Genug, Kundmanns Grillparzer ist ein Mann in mittleren Jahren, die Züge
sind nicht willkürlich gemodelt, sondern einem Gemälde von Daffinger abge¬
lauscht, edel und sinnend; er ruht in einem Lehnstuhl, das Haupt leicht nach
vorn geneigt, wie er es in Wirklichkeit trug, in der Linken lose ein Buch
haltend, die Rechte auf das Bein gestützt. Man könnte fragen, ob es denn
passend sei, einen Dichter als Leser vorzuführen, ob nicht die alte bildnerische
Schablone, wonach Poeten immer mit Schreibtafel und Griffel dargestellt
werden, vorzuziehen gewesen wäre. Aber es ist doch so ganz gut. Mau mag
sich denken, Grillparzer habe eben die Geschichte Rudolfs II. gelesen oder die
Chronik des Gregorius von Tours, die ihm den Stoff zu „Weh dem, der
lügt" geliefert hat; nun ruht er und denkt über das Gelesene nach, es beginnt
sich in seiner Seele dichterisch zu gestalten, wir belauschen ihn gleichsam in
seiner Werkstatt.

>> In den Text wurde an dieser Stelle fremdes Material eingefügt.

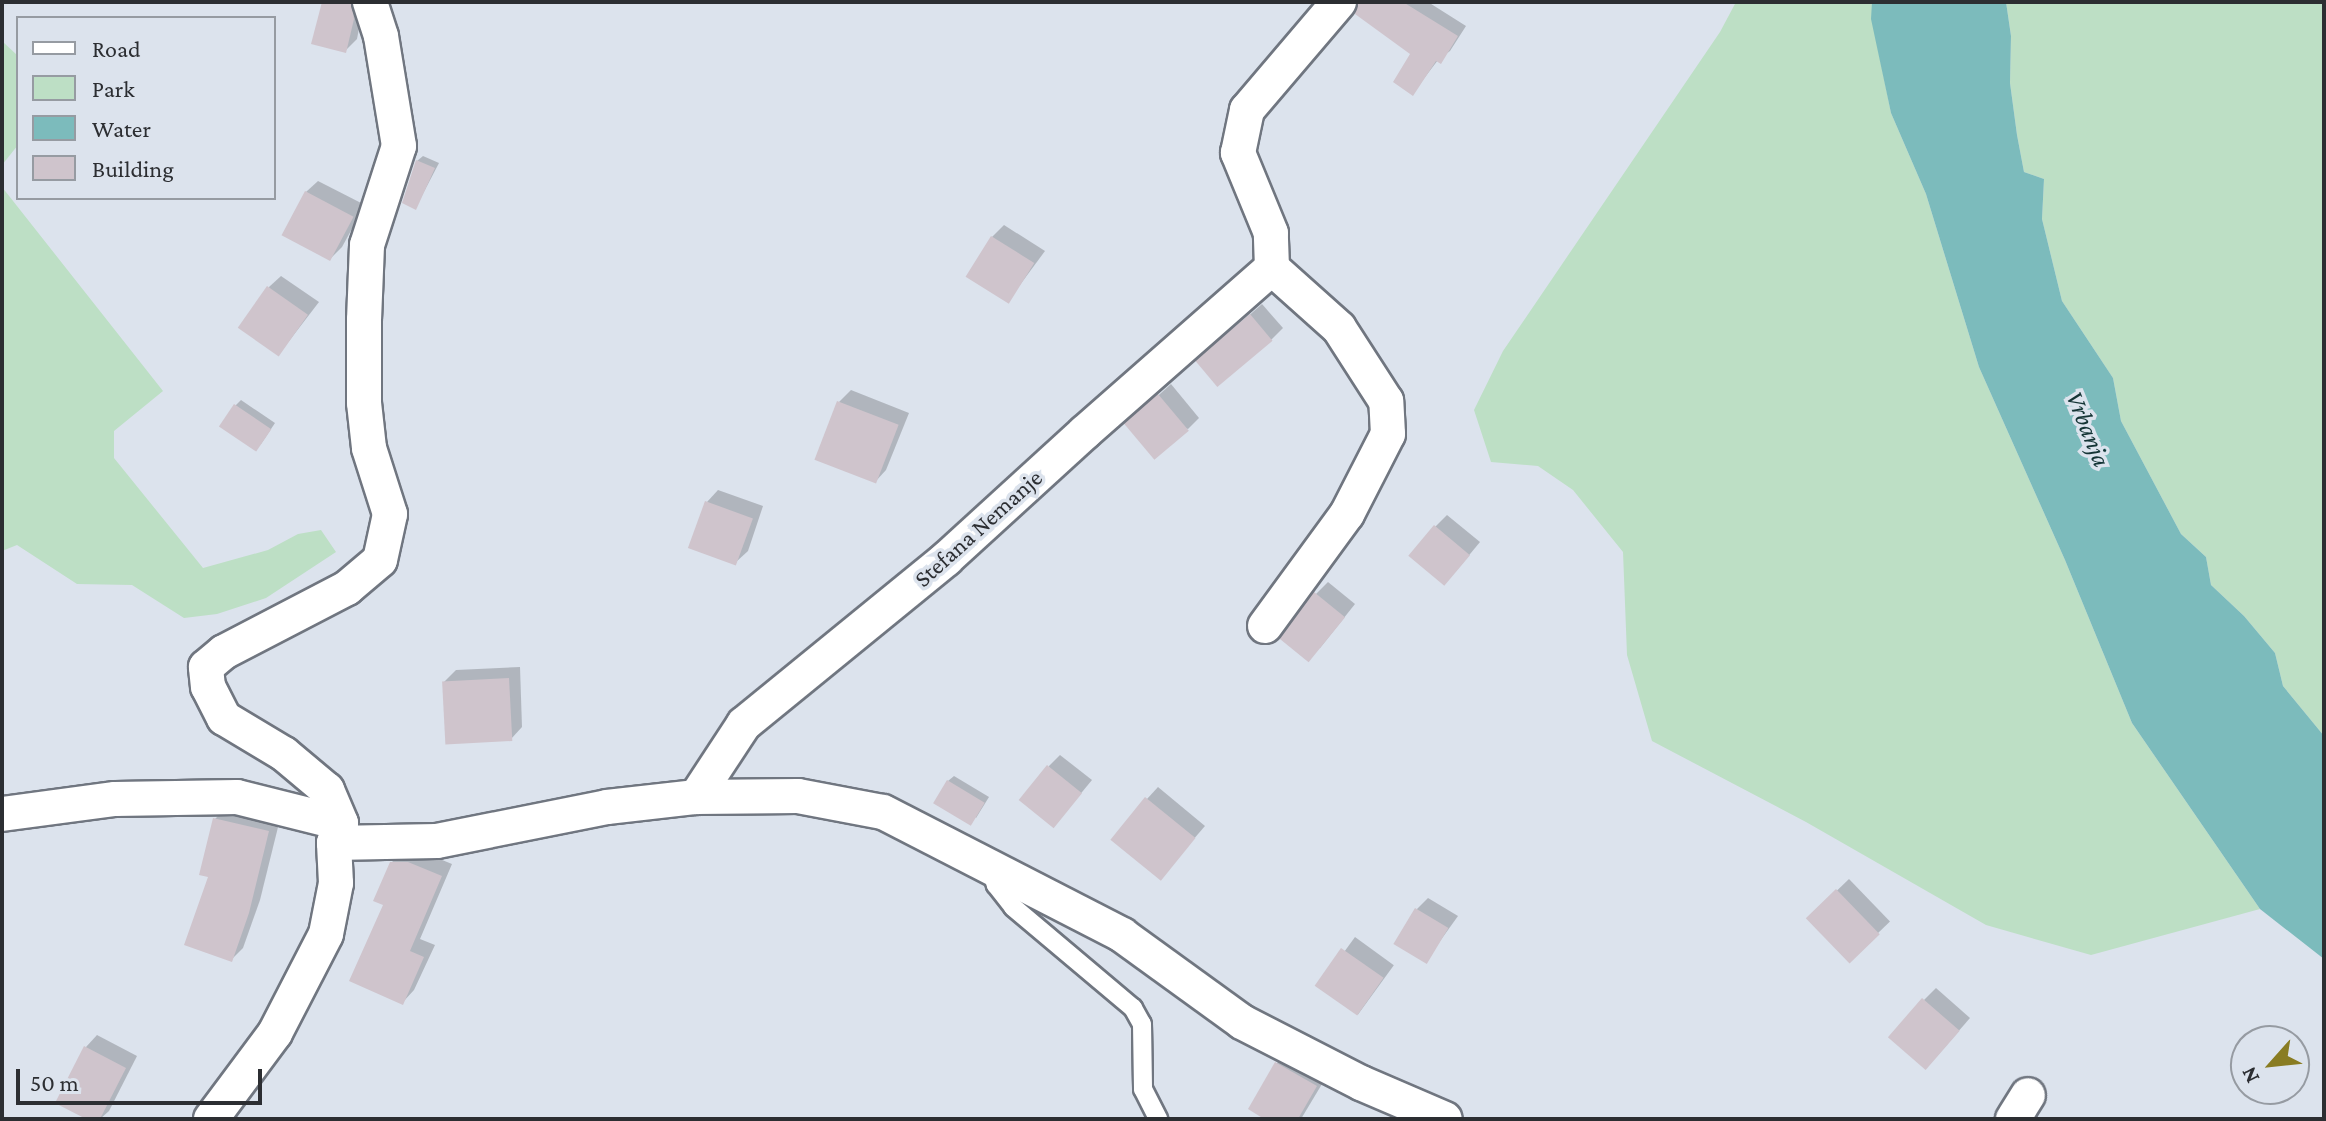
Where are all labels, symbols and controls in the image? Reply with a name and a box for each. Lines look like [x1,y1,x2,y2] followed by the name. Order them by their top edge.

Besonders des Abends in der ersten Dämmerung scheint es
dem Beschauer, der lange und starr hinsieht, als huschten geheimnisvolle
Lichter über das ruhige Marmorantlitz, es beginnt „heimlich zu leben," und
dann möchte man sagen: ja, so muß er ausgesehen haben, wenn er dichtete,
kaum daß man den Glanz und die Bewegung des Anges vermißt. Einfach
und nüchtern, dem schlicht bürgerlichen Wesen Grillparzers gemäß, ist Körper
und Gewandung behandelt: sicherlich hat sich Kundmann, der so gern schöne
Formen schön verhüllt darstellt, Gewalt angethan. Überscharfe Beobachter
wollen freilich finden, daß der Mantel, in den der Unterleib gehüllt ist, zu
zierliche Falten schlage, das durchscheinende Bein beinahe weibliche Fülle zeige.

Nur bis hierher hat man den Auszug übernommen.